Probability, Uncertainty, Distributions, and Bayesian Thinking

By Pritesh Yadav 17 min read

The world rarely hands us certainty. A weather forecast says "70% chance of rain." A doctor says a test is "95% accurate." A friend says their cousin made a fortune on a stock, so it must be a good bet. To live and decide well, you need a language for uncertainty — and that language is probability. This chapter builds that language from the ground up, then shows you the single most useful skill in all of statistics: how to update what you believe when new evidence shows up.

In the foundations chapter you met the idea of summarizing data — averages, spread, the shape of a pile of numbers. Here we go one step further. Instead of describing what already happened, we ask: how likely is something, and how should I change my mind as I learn more?

11.1 Distributions: the shape of a pile of data

Before probability, we need a picture. When you collect many measurements — heights, salaries, test scores, daily sales — they form a distribution.

Distribution
The pattern of how often each value (or range of values) shows up in your data.
Histogram
A bar chart of a distribution. You sort values into buckets and the bar height shows how many landed in each bucket.
Analogy: Pour a big bag of M&Ms onto a table and sort them into colored piles. The piles that are tallest tell you which colors are most common. A histogram is exactly that — piles, but for numbers.

The histogram is the foundational picture of statistics. Always look at it first, because the same average can hide wildly different shapes.

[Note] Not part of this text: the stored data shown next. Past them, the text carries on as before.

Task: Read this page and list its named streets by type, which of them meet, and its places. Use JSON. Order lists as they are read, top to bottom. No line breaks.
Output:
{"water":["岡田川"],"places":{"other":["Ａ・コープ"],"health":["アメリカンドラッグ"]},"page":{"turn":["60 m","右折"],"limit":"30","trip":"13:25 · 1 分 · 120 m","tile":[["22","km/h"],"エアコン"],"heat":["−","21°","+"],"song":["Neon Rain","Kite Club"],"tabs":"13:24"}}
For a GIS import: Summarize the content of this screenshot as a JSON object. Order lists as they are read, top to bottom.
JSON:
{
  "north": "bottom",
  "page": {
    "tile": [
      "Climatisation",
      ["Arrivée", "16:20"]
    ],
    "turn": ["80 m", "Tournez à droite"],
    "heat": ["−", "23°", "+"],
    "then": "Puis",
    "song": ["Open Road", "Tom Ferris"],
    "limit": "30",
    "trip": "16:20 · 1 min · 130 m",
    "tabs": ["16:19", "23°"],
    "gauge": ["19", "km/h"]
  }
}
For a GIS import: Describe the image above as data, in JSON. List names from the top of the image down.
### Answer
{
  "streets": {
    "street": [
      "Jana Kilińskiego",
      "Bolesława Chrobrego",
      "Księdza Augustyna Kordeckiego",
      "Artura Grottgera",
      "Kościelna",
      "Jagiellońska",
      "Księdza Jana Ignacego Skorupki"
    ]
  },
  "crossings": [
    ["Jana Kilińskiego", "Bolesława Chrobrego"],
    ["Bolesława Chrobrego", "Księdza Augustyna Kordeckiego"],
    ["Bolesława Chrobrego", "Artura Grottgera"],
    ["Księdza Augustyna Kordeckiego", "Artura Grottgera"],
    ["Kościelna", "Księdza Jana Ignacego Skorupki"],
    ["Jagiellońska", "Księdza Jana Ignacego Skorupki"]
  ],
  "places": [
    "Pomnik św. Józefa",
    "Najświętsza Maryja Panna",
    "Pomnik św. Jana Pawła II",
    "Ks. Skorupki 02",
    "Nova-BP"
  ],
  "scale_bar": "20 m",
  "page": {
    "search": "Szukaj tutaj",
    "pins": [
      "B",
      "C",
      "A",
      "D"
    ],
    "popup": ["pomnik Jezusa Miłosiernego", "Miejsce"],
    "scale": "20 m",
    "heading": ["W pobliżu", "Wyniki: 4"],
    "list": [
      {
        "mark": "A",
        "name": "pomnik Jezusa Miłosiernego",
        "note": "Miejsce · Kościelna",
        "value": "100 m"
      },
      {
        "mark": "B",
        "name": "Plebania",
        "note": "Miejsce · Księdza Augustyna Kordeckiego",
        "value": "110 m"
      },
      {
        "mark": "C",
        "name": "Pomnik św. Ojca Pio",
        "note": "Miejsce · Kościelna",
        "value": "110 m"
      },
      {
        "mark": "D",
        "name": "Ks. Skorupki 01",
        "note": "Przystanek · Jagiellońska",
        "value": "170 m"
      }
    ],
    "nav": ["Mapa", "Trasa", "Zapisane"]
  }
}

The normal distribution (the bell curve)

The most famous shape is the normal distribution — symmetric, with one peak in the middle. Most values cluster near the center; very few sit far out at the edges.

Analogy: The heights of adult men. Most men are near the average height; a few are unusually tall and a few unusually short, and the further from average you go, the rarer it gets — equally on both sides.
        Normal distribution (bell curve)

 count
   |              .-"""-.
   |            .'       '.
   |           /           \
   |          /             \
   |        .'               '.
   |   __.-'                   '-.__
   +------------------------------------ value
        -3SD -2SD -SD  mean +SD +2SD +3SD

The bell curve has a beautiful, reliable rule called the 68–95–99.7 rule. "SD" means standard deviation — the typical distance of a value from the average (covered in the foundations chapter).

  • About 68% of values fall within 1 SD of the mean.
  • About 95% fall within 2 SD.
  • About 99.7% fall within 3 SD.
Example: Suppose a standardized test has an average score of 500 and an SD of 100. Then about 68% of test-takers score between 400 and 600, about 95% score between 300 and 700, and almost everyone (99.7%) scores between 200 and 800. A score of 750 is rare — it sits 2.5 SD above average.

Skew: when the bell tips over

Skew is lopsidedness. A distribution is right-skewed when it has a long tail stretching to the right, and left-skewed when the tail stretches left.

ShapeWhat it looks likeReal-world example
Right-skewedLong tail to the right; mean > medianIncome, wealth, wait times, house prices
Left-skewedLong tail to the left; mean < medianAn easy exam where most people score high
Symmetric (normal)Balanced both sides; mean ≈ medianAdult heights, measurement errors
BimodalTwo separate peaksTwo hidden groups mixed together
Analogy (the one to remember): Bill Gates walks into a small bar. The instant he steps in, the average (mean) net worth of everyone in the bar shoots into the billions — but the median (the middle person) barely moves. That single billionaire is the long right tail. This is why news about income or wealth should report the median, not the mean: the mean gets dragged around by extremes.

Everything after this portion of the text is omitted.